The most significant culprits for the continuous litany of product recalls has been the ignition switch defects involving multiple General Motors vehicles and the alleged defective airbag inflators produced by Japan based supplier Takata Corp for multiple OEM producers. After undergoing continuous ongoing scrutiny from U.S. regulators these past months, Takata refused to broaden the scope of the defective inflators recall beyond a select number of U.S. States with high humidity concerns because the supplier supposedly could not determine the exact cause of defects. That is up to now.
This week provides yet another, but far-reaching significant milestone, namely what is being described as the largest automotive recall in U.S. history, and involving the same potentially defective air bag inflators originating from Takata. Bowing to intense pressure and scrutiny from regulators, Takata has now, for the first time acknowledged that there are defects in its air bag inflators, yet root causes remain unanswered. This week’s announced product recall will be conducted by 11 different automakers and now doubles the number of vehicles subject to recall. Business media now reports the overall vehicle recall as involving nearly 34 million existing automobiles in the United States. Six deaths and upwards of 100 injuries have been linked to the defective airbag inflator problem thus far.
In announcing the current expanded recall, U.S. Transportation Secretary Anthony Foxx indicated: “It’s fair to say that this is probably the most complex consumer safety recall in U.S. history.” Depending on which math is being referenced, the scope of the overall recall amounts to roughly 14 percent of the total vehicles now operating on U.S. roads. Add to that the scope of the 2 million plus vehicles included in the GM product recalls, along with other product related recalls and the picture of a large number of existing vehicles awaiting repair attention becomes a dominant picture. Needless to state, the implications of the continued litany of product recalls involving the industry are far reaching, for both OEM’s, their suppliers, and their service networks.
Logistically, as we and others have noted in our prior commentaries, it will take months and perhaps years for dealer and service parts networks to complete repairs on all recalled vehicles. That will cause additional safety concerns and added frustration among consumers. There are concerns that previous air bag deflator repairs to vehicles may have been completed with defective parts requiring the need for yet another repair. As noted, the root-causes of the air bag deflator’s defects have yet to be determined by either Takata or a consortium of 10 automotive OEM’s. The shear volumes of cumulative open recalls are testing existing processes and supporting systems, perhaps to their breaking point. As we have pointed out, alternative suppliers have been recruited to augment supplies for both existing new production as well as repair parts needs.

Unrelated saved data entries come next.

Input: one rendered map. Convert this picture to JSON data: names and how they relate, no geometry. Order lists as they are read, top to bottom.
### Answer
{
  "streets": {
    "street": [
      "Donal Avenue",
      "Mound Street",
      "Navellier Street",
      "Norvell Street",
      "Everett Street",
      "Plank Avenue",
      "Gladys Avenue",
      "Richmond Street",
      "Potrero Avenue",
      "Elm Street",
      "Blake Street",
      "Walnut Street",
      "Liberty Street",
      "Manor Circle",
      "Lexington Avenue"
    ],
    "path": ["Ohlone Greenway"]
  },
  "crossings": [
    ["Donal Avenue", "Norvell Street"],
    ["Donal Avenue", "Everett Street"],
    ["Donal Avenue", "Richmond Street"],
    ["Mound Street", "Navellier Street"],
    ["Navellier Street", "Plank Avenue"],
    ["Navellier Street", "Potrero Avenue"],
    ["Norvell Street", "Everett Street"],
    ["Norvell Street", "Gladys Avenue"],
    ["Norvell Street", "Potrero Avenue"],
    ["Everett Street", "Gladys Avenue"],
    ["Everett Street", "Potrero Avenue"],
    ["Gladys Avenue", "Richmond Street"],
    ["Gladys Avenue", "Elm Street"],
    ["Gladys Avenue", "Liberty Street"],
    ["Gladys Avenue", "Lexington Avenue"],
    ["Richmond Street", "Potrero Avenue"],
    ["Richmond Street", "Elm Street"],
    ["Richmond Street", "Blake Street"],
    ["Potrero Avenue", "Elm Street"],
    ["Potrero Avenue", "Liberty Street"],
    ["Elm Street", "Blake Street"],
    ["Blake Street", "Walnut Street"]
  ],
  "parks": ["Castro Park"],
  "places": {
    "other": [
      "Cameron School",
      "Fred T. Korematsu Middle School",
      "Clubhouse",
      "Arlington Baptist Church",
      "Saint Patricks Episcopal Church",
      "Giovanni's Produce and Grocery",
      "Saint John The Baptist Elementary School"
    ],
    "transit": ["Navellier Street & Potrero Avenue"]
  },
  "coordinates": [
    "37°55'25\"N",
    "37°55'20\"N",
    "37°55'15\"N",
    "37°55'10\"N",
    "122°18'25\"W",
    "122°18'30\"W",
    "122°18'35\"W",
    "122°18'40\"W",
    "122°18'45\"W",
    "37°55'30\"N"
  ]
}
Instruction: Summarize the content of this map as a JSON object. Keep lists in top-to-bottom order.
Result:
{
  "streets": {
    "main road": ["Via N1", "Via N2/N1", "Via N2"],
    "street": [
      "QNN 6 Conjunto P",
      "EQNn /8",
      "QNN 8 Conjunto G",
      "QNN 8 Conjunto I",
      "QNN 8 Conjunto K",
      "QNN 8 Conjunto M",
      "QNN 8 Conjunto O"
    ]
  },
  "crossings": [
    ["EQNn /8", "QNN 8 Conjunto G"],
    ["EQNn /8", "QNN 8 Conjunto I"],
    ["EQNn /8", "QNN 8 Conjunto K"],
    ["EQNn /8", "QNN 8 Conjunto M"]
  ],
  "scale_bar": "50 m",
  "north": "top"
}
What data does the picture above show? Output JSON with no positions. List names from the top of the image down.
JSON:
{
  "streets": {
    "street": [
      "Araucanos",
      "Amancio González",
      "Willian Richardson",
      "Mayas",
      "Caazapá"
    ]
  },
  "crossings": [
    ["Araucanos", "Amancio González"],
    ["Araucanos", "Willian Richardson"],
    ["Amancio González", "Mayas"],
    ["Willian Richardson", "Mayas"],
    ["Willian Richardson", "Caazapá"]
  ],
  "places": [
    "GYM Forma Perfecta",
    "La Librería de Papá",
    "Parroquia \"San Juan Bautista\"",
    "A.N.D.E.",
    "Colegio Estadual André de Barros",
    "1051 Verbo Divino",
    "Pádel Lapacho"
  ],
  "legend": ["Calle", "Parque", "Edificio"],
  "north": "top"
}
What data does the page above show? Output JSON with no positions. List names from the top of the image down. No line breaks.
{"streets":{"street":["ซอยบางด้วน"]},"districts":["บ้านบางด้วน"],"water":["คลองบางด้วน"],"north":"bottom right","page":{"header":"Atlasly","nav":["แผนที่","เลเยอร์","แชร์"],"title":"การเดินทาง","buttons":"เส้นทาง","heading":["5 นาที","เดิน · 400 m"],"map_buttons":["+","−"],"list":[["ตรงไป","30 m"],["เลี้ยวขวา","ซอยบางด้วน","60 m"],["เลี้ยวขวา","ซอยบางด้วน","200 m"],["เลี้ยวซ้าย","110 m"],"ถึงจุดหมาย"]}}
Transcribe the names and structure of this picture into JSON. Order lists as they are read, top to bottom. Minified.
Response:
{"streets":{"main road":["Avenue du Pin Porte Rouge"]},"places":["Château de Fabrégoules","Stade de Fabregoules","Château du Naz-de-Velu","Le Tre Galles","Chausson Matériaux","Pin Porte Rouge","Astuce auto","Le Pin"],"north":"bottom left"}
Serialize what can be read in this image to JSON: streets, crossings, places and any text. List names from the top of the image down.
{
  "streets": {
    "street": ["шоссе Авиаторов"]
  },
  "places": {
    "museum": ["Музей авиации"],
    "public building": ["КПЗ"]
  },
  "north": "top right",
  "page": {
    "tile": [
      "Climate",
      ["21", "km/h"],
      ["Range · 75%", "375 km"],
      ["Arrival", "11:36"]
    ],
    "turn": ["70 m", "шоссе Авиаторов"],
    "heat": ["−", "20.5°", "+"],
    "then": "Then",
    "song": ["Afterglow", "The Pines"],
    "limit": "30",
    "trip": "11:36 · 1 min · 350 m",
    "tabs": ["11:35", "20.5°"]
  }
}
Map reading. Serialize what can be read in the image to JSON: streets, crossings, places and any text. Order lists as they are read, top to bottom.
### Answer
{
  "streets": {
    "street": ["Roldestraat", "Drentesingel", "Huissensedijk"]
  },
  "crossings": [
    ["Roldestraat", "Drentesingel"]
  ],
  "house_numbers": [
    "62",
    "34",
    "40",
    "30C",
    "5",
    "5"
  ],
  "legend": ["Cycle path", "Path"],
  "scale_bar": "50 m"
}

From a political perspective, legislators and regulatory agencies continue to react to the concerns and frustrations of automotive consumers who wonder aloud if automakers really care about the quality of the vehicles they are producing as well as their attentiveness and timely response to vehicle safety. That leads to a continued sensitized regulatory and judicial perspective.
From a financial perspective, the bulk of the costs related to a litany of past product recalls have been on the shoulders of the OEM’s. However, some automakers such as GM, have managed to shield themselves from expensive lawsuits from prior legislative actions dating back to a previous bankruptcy filing. That will change with the current scope and visibility brought to bear of the latest Takata related recalls. In its reporting, The Wall Street Journal cites one estimate indicating that Takata alone could face recall-related charges in the range of $4-$5 billion, far outpacing an original estimate of $1.6 billion. Yesterday, Takata’s stock fell 10 percent on the Tokyo Exchange as its investors adsorbed the implications. On a broader perspective, the issue of which party bears the bulk of the financial liability for component quality will again be up for discussion.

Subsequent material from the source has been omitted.